DATASET RECORDS Start Marker

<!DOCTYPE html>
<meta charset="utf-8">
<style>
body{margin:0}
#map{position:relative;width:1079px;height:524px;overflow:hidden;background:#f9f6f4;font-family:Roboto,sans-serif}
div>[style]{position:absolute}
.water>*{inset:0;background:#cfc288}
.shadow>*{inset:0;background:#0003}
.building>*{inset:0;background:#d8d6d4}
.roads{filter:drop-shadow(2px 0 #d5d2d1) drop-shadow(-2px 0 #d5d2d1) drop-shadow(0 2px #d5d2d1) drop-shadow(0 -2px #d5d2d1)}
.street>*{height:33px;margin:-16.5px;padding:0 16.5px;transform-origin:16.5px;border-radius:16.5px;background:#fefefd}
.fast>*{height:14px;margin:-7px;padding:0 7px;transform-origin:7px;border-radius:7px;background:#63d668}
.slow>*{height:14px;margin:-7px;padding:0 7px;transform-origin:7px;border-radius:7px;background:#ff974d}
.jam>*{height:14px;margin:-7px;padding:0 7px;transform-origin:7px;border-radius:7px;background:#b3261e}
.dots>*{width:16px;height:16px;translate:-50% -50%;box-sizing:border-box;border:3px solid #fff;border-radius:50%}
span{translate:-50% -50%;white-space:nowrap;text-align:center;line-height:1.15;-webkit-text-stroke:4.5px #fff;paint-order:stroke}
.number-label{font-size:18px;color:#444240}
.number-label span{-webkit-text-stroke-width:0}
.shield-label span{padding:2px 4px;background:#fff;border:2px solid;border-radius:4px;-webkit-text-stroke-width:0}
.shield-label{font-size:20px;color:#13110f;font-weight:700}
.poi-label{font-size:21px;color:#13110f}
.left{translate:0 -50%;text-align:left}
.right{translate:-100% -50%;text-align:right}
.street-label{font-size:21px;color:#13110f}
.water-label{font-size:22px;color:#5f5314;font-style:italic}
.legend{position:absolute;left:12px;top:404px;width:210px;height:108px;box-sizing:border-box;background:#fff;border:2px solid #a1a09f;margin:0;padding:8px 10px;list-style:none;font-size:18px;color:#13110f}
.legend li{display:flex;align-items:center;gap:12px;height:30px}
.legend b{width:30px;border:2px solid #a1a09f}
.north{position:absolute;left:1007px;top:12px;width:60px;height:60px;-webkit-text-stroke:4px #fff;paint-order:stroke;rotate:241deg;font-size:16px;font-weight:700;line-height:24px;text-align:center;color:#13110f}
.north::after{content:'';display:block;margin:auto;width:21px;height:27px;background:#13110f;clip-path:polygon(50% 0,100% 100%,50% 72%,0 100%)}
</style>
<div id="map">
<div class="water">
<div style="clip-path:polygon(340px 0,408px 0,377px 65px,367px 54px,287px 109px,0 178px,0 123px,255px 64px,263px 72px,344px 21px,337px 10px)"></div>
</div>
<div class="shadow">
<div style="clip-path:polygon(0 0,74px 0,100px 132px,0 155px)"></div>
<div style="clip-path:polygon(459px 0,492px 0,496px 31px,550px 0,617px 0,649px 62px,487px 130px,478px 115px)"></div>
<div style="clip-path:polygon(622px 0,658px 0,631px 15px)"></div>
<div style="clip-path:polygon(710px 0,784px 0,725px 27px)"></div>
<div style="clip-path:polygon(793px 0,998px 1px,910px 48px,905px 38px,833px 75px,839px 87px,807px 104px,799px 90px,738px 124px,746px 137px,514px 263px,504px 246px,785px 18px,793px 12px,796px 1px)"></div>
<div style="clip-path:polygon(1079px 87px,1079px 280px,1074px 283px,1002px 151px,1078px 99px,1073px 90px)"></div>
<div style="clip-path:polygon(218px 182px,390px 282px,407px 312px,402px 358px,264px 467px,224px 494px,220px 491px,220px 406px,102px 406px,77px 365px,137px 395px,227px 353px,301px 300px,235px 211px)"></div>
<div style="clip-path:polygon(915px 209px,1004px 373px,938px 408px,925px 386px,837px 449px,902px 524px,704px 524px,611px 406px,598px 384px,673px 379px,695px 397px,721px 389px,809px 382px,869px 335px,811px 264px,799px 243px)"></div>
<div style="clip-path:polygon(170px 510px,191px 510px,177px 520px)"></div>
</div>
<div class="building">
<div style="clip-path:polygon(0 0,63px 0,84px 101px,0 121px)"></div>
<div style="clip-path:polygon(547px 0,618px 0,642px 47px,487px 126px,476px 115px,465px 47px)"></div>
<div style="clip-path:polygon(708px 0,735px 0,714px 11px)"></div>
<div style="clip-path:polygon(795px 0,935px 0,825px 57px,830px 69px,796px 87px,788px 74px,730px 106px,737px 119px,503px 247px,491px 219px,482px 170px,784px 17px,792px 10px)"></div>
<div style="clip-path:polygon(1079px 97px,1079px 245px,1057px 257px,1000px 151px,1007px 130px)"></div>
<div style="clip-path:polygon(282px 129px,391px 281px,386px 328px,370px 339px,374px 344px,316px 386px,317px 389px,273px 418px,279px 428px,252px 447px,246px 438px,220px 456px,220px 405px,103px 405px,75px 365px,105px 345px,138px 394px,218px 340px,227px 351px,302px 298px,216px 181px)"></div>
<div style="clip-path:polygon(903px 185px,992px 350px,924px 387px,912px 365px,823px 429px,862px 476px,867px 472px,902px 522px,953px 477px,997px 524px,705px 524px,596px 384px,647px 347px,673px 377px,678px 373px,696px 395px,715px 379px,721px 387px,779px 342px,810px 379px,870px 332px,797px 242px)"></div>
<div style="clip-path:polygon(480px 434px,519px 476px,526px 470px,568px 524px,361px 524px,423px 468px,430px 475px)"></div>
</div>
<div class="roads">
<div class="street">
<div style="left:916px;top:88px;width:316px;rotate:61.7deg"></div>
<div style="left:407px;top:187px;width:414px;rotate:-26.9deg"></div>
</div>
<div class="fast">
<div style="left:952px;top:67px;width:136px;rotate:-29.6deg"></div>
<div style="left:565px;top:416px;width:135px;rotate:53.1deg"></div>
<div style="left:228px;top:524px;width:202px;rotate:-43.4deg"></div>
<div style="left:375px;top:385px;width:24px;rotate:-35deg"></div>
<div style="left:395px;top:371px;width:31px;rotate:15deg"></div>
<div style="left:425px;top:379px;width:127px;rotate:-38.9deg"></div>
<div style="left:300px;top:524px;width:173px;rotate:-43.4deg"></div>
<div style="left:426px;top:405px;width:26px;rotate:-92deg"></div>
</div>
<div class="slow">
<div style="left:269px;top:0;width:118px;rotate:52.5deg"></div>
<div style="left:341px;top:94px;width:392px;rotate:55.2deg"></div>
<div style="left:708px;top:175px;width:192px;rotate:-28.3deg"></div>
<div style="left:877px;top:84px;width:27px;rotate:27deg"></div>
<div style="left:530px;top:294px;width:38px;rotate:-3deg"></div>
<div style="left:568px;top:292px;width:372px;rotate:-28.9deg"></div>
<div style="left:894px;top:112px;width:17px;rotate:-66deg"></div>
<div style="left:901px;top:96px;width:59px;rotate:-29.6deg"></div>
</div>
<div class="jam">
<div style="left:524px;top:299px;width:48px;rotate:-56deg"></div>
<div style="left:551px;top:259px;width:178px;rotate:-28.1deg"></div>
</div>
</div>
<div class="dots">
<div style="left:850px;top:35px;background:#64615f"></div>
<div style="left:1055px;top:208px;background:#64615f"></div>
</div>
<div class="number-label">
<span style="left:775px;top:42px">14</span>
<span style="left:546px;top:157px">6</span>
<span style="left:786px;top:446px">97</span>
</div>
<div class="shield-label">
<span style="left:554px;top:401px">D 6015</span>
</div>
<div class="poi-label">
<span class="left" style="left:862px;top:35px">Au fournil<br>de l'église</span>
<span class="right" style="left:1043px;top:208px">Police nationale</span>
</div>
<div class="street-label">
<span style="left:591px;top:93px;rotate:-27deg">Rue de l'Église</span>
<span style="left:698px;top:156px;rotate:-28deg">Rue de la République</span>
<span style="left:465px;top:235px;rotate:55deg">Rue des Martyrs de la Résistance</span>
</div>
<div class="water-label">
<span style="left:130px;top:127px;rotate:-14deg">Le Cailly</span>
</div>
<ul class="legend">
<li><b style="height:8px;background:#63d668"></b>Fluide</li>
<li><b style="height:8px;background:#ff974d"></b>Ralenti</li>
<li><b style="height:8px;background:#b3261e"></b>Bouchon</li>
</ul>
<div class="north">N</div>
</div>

DATASET RECORDS End Marker

TASK BRIEF
Across the entries above, count the lines with the word "shield" and report that count by itself.

WORKED SOLUTION
3